We still lived in blissful ignorance of micropreemie parenthood.
At this hour, on this day, in 2006, Sharon was having back pain and was feeling very uncomfortable. She had been for a couple of days, and she was looking (to me, at least) to be carrying way low and way too big given that she was all of 23 weeks pregnant. She looked kind of similar to photos of 40-week pregnant women (in one of the annoying pregnancy books that we've now purged from our collection). Sheesh, she hadn't yet reached her third trimester! Still, what did we know? Sharon was, after all, carrying twins and everyone out there said that she would run big.
We've learned a lot since then: we've learned that gut instincts that something is wrong are usually right. We've learned not to overlook anything at all when it comes to pregnancy and parenting. And we've learned that IVF alone, regardless of how many embryos or blastocysts you put back in and how many take, poses a major threat of prematurity and low birth weight.
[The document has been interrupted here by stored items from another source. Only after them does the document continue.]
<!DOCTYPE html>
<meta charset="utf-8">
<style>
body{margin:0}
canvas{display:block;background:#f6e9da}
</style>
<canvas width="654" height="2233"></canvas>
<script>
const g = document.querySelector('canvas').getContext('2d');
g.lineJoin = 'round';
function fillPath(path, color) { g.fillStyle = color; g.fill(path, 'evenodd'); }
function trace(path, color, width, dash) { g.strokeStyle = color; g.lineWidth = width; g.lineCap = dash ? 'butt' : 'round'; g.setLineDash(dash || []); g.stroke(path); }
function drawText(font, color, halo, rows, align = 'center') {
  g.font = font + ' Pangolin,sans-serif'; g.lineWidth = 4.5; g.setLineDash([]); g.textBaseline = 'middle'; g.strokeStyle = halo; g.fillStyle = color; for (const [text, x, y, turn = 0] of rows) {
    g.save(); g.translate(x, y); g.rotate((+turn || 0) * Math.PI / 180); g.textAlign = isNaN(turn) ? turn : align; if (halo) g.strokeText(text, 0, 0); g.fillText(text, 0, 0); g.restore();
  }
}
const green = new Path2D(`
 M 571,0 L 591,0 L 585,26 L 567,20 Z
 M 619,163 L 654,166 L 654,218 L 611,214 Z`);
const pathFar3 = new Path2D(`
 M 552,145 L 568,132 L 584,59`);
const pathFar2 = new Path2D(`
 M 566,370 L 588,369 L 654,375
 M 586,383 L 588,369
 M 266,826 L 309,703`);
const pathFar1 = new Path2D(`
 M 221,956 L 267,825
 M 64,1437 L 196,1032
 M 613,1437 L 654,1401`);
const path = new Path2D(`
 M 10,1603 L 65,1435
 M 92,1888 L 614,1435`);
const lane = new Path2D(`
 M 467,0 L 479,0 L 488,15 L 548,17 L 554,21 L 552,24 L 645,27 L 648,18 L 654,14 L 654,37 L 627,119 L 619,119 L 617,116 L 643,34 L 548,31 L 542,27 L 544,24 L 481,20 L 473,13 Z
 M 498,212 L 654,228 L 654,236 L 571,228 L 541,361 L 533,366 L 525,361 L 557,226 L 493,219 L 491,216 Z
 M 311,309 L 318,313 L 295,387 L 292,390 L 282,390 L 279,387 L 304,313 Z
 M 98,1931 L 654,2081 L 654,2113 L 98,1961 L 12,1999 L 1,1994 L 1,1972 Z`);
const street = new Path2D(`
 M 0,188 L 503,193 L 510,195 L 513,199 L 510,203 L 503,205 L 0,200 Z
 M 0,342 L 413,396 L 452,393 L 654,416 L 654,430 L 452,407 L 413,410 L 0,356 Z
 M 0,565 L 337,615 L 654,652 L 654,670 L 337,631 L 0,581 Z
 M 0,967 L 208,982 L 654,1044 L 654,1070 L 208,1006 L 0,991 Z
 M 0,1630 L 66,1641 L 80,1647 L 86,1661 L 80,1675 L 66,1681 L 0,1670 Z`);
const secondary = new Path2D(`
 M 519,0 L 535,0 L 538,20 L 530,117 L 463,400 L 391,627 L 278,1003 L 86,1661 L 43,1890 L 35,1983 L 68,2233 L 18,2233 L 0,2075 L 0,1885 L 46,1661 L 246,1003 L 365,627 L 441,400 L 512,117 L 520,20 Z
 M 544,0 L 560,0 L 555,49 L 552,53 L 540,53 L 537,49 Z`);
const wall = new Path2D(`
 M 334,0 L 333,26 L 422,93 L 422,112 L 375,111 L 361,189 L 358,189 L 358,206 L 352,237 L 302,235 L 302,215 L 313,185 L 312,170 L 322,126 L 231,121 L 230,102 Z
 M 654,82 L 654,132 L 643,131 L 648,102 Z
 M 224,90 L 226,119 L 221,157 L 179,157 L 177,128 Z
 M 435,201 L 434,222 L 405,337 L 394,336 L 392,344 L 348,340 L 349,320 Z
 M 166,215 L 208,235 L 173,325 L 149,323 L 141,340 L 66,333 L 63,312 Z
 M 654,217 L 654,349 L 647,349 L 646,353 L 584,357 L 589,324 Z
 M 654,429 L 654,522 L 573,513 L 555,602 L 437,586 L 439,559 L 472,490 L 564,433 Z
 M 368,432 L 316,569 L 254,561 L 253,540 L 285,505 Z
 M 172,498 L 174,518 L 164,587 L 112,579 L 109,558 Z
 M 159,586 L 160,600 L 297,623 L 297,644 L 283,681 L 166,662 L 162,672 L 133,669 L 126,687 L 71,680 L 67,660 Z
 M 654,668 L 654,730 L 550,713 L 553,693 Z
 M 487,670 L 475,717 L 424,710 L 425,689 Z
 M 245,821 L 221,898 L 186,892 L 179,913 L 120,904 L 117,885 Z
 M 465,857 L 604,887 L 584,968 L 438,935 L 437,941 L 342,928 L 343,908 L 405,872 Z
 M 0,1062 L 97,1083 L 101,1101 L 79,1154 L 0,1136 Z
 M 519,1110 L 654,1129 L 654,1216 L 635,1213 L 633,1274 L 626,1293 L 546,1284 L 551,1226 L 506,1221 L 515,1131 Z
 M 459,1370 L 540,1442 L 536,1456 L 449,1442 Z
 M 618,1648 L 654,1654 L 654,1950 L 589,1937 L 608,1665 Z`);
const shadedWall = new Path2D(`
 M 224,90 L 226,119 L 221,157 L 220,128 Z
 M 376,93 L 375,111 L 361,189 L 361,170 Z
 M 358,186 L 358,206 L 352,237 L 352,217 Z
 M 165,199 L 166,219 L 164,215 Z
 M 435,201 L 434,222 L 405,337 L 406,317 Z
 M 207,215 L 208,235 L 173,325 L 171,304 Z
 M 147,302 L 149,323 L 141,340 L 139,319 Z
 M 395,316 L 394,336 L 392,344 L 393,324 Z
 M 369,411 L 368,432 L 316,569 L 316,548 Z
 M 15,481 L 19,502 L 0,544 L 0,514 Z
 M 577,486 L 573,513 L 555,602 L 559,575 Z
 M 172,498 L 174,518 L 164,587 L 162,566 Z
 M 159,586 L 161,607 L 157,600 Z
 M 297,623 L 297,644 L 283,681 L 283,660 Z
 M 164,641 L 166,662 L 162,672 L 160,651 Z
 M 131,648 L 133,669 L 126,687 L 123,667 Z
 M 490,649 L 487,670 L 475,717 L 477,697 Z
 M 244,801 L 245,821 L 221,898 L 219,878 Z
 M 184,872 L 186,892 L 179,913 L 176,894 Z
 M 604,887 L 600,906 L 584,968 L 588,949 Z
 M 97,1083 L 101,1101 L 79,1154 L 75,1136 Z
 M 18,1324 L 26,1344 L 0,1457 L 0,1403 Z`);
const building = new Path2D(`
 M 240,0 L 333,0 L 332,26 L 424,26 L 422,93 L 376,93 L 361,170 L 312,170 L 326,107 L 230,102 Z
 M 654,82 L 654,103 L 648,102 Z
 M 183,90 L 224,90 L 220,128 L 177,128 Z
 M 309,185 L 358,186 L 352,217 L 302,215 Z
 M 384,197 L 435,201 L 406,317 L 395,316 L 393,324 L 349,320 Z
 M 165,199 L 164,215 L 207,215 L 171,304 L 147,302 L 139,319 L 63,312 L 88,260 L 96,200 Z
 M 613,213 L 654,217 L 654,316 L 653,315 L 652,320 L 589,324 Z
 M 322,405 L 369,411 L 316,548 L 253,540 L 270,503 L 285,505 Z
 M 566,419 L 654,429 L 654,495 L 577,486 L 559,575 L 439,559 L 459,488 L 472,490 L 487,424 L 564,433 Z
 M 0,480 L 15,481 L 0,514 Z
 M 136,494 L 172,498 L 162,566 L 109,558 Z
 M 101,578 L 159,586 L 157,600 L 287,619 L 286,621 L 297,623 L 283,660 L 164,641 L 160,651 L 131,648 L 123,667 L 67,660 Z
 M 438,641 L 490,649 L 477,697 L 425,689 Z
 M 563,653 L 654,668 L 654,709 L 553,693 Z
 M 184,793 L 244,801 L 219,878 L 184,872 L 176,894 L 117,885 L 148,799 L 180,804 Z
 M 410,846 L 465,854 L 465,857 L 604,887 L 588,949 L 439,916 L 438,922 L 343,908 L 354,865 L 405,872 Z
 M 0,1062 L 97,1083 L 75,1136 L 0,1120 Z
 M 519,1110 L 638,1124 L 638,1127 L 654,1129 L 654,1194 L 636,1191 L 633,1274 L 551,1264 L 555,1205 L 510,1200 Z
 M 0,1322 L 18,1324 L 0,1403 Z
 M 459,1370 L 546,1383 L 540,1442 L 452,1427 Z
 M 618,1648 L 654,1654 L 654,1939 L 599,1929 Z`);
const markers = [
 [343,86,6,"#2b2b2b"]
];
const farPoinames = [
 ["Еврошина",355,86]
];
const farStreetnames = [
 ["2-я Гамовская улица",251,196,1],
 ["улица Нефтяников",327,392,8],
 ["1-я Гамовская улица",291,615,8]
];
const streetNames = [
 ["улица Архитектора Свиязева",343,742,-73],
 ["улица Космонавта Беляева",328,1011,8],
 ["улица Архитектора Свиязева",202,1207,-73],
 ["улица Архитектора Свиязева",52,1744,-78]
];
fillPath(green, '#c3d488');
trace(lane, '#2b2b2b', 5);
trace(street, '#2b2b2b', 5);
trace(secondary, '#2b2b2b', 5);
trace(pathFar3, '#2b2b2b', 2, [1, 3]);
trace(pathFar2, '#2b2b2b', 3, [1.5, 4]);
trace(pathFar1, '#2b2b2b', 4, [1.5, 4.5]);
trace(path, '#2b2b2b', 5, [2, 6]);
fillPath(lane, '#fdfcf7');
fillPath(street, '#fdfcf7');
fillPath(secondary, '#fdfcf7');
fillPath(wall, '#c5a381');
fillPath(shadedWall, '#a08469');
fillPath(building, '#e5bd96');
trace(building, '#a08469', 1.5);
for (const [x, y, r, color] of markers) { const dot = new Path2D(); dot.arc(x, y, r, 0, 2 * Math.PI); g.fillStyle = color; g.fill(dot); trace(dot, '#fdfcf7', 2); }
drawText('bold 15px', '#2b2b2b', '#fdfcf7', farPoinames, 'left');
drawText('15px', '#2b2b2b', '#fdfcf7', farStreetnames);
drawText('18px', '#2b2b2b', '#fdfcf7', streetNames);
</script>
We did not know all of this two years ago, but our guts told us something was wrong. Thankfully we made it to Pennsylvania Hospital in time and thankfully the OBs took Sharon's symptoms seriously enough.
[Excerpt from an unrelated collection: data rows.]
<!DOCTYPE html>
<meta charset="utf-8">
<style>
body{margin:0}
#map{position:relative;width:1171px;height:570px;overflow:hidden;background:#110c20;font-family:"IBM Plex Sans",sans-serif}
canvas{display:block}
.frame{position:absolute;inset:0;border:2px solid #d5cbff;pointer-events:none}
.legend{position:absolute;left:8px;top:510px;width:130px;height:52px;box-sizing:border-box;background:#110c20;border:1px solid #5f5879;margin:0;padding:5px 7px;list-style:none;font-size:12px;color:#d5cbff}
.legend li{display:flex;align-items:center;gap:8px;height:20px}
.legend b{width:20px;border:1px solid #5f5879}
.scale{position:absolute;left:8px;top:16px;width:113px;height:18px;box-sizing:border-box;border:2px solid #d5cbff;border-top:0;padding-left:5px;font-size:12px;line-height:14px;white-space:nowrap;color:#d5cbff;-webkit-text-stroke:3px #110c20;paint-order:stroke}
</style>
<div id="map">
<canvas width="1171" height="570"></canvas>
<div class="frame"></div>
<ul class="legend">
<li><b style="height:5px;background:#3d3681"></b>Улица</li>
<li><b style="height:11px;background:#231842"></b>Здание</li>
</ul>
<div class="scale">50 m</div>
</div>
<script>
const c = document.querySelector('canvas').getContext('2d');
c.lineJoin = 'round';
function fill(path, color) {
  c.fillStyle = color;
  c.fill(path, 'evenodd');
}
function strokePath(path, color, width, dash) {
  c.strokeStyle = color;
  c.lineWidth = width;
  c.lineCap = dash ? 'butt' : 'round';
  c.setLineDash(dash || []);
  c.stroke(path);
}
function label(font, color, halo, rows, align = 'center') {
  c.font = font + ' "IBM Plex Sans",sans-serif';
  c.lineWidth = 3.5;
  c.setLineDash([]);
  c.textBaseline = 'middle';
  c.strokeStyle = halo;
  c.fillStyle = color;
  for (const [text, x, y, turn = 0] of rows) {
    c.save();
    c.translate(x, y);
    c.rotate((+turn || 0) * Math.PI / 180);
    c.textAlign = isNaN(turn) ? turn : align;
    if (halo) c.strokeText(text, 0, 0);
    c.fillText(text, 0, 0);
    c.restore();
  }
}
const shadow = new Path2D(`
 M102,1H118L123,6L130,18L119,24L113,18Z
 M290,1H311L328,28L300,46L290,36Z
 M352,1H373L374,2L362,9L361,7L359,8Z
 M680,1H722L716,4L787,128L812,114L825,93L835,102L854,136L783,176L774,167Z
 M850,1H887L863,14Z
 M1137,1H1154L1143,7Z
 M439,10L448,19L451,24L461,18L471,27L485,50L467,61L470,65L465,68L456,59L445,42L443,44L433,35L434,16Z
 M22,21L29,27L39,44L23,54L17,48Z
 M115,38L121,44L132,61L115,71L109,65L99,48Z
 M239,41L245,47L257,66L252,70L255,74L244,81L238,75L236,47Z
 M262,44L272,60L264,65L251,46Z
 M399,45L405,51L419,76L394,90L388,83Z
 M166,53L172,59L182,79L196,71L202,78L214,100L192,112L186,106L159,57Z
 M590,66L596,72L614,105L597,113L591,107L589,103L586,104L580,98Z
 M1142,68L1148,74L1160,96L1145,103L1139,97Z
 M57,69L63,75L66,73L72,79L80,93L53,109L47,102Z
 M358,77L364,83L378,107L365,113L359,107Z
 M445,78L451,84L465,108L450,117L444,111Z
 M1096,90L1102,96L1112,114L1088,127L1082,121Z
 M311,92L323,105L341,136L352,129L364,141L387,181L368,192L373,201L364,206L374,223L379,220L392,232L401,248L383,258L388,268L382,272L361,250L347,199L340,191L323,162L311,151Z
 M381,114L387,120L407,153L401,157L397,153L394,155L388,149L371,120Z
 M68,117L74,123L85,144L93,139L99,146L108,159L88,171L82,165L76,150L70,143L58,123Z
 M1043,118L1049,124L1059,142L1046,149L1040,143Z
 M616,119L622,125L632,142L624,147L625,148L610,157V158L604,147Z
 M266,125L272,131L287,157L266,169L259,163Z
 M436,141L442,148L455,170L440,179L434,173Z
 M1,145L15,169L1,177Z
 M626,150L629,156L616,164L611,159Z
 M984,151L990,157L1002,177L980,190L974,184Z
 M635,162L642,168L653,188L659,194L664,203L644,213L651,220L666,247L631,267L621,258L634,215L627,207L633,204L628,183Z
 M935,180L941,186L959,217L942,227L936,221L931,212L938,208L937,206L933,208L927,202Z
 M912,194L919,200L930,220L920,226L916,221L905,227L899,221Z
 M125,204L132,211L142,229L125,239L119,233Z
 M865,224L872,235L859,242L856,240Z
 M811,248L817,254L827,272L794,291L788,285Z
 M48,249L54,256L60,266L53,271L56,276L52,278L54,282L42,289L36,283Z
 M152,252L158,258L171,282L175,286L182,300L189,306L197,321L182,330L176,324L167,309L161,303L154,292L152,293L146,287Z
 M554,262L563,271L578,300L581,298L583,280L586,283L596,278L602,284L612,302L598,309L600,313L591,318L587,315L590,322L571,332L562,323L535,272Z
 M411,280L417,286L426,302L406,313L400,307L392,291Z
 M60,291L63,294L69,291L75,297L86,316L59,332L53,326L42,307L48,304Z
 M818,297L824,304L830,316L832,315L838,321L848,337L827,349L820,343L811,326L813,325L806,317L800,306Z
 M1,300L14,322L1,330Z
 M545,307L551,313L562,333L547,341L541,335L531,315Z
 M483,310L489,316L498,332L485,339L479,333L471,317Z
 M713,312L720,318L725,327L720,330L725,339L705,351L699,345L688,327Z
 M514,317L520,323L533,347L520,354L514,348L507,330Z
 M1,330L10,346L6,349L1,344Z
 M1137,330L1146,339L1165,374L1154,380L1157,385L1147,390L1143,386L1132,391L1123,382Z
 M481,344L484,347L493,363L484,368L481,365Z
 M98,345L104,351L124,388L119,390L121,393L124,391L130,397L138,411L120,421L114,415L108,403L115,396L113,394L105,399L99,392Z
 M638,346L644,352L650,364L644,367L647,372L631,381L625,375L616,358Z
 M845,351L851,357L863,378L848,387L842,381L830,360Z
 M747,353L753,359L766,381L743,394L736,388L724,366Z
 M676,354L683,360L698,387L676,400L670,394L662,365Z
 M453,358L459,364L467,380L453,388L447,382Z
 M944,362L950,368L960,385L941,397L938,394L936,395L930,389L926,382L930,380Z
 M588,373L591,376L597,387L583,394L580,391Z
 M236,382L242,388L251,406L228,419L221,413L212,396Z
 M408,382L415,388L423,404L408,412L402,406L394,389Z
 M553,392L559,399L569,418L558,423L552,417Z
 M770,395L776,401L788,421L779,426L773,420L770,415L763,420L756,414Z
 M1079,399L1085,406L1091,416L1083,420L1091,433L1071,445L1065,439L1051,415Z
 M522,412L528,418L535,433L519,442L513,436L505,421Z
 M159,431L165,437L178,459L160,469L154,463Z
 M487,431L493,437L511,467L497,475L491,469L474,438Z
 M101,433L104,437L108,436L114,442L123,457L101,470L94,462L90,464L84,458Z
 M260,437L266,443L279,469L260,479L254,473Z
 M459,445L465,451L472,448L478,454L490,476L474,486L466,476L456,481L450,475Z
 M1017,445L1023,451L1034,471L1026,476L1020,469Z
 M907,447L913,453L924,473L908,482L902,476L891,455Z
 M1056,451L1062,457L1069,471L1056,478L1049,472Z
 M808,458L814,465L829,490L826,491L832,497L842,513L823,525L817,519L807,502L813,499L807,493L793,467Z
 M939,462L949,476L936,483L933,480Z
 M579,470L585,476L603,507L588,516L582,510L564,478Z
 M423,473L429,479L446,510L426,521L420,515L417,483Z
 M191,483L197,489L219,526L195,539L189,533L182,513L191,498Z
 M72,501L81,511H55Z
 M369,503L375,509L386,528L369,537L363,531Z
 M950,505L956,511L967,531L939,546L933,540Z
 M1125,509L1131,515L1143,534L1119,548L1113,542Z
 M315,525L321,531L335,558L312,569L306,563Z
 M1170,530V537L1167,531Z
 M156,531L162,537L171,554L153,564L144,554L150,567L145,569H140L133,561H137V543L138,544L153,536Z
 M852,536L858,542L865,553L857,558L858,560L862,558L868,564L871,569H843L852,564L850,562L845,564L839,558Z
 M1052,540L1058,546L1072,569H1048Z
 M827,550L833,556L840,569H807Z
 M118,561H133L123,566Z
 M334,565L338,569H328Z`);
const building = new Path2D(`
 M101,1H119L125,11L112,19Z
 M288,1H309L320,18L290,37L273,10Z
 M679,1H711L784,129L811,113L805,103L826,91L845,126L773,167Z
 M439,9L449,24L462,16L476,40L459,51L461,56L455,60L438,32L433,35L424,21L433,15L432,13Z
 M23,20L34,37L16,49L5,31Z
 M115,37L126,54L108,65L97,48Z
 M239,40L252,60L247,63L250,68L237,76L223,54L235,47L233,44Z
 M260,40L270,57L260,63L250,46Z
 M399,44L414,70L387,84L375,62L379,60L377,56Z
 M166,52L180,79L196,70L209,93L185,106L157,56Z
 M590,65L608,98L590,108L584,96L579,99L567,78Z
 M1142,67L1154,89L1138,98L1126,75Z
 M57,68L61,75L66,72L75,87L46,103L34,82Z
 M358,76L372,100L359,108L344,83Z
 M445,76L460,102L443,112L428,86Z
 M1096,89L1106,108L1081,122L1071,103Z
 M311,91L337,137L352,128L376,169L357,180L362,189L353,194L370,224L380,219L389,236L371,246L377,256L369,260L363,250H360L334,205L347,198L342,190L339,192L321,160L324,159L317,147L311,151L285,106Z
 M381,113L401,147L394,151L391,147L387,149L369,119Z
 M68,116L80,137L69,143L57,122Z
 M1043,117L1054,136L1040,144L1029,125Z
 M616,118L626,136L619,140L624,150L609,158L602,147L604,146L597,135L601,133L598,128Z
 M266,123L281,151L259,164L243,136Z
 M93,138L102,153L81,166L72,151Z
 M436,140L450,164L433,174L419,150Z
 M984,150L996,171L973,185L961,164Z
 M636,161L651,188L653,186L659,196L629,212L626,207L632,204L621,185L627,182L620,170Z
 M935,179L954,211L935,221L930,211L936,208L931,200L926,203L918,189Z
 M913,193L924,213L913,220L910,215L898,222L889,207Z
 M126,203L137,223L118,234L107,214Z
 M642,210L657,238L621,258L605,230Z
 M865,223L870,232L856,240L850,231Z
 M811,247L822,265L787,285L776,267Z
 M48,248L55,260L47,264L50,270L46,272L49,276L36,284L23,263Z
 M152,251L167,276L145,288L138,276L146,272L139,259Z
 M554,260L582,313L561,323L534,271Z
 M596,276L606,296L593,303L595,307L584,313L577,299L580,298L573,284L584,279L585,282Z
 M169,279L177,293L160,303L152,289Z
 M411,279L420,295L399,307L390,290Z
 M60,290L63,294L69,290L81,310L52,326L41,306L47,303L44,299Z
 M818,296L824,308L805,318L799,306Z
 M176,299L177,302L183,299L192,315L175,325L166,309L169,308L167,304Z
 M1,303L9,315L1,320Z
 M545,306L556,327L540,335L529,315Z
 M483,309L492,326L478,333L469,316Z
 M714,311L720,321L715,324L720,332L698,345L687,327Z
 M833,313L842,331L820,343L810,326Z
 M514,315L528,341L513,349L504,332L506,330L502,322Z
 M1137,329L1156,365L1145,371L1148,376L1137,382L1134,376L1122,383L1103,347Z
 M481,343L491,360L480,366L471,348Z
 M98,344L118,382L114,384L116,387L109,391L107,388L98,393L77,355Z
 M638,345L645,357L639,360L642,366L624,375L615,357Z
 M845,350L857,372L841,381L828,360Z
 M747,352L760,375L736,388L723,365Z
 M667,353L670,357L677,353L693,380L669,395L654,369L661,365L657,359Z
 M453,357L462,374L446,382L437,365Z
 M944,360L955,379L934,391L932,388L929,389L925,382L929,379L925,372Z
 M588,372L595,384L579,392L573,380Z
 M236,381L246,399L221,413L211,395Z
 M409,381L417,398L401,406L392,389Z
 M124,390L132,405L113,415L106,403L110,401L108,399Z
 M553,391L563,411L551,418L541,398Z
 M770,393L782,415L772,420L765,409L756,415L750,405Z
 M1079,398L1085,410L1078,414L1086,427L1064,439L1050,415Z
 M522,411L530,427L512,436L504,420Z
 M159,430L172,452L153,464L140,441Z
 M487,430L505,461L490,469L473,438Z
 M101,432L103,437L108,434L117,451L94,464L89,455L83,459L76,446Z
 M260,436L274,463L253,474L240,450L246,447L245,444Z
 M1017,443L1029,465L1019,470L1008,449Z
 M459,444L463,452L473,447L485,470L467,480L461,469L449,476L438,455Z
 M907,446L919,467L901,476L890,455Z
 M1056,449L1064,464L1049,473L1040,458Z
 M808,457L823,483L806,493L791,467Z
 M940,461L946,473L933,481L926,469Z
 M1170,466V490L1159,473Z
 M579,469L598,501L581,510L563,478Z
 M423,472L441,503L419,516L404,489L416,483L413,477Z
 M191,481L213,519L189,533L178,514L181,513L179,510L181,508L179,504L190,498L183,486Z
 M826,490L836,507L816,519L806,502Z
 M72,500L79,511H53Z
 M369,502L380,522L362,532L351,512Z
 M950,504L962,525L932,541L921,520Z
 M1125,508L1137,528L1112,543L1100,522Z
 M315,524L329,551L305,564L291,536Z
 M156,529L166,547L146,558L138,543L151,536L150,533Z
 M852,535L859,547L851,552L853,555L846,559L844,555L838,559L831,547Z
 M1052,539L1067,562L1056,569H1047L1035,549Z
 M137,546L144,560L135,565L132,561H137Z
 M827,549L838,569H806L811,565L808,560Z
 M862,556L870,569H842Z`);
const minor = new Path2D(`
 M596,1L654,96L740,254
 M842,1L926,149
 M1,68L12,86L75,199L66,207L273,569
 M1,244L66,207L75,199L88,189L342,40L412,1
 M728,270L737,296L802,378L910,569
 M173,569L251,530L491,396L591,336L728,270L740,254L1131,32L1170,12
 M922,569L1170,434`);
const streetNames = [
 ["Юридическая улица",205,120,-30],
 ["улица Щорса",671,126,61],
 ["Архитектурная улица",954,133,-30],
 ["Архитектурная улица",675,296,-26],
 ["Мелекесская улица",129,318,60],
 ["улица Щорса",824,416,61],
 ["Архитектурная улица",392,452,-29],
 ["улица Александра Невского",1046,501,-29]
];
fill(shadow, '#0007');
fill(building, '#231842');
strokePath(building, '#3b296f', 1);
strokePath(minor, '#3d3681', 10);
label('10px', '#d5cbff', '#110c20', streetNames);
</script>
Two years ago today we bought our girls four days and 37 minute and two rounds of steroids (betamethasone). At 23 weeks, each day matters...heck, each hour matters. That wasn't enough to help Olivia overcome the trauma of being born 16 weeks and 3 days too soon, but Hallie, miraculously, managed not only to pull through but to do so in ways that we find astounding,
Two years ago and five hours from now today, our lives changed forever. There is no going back to where we were.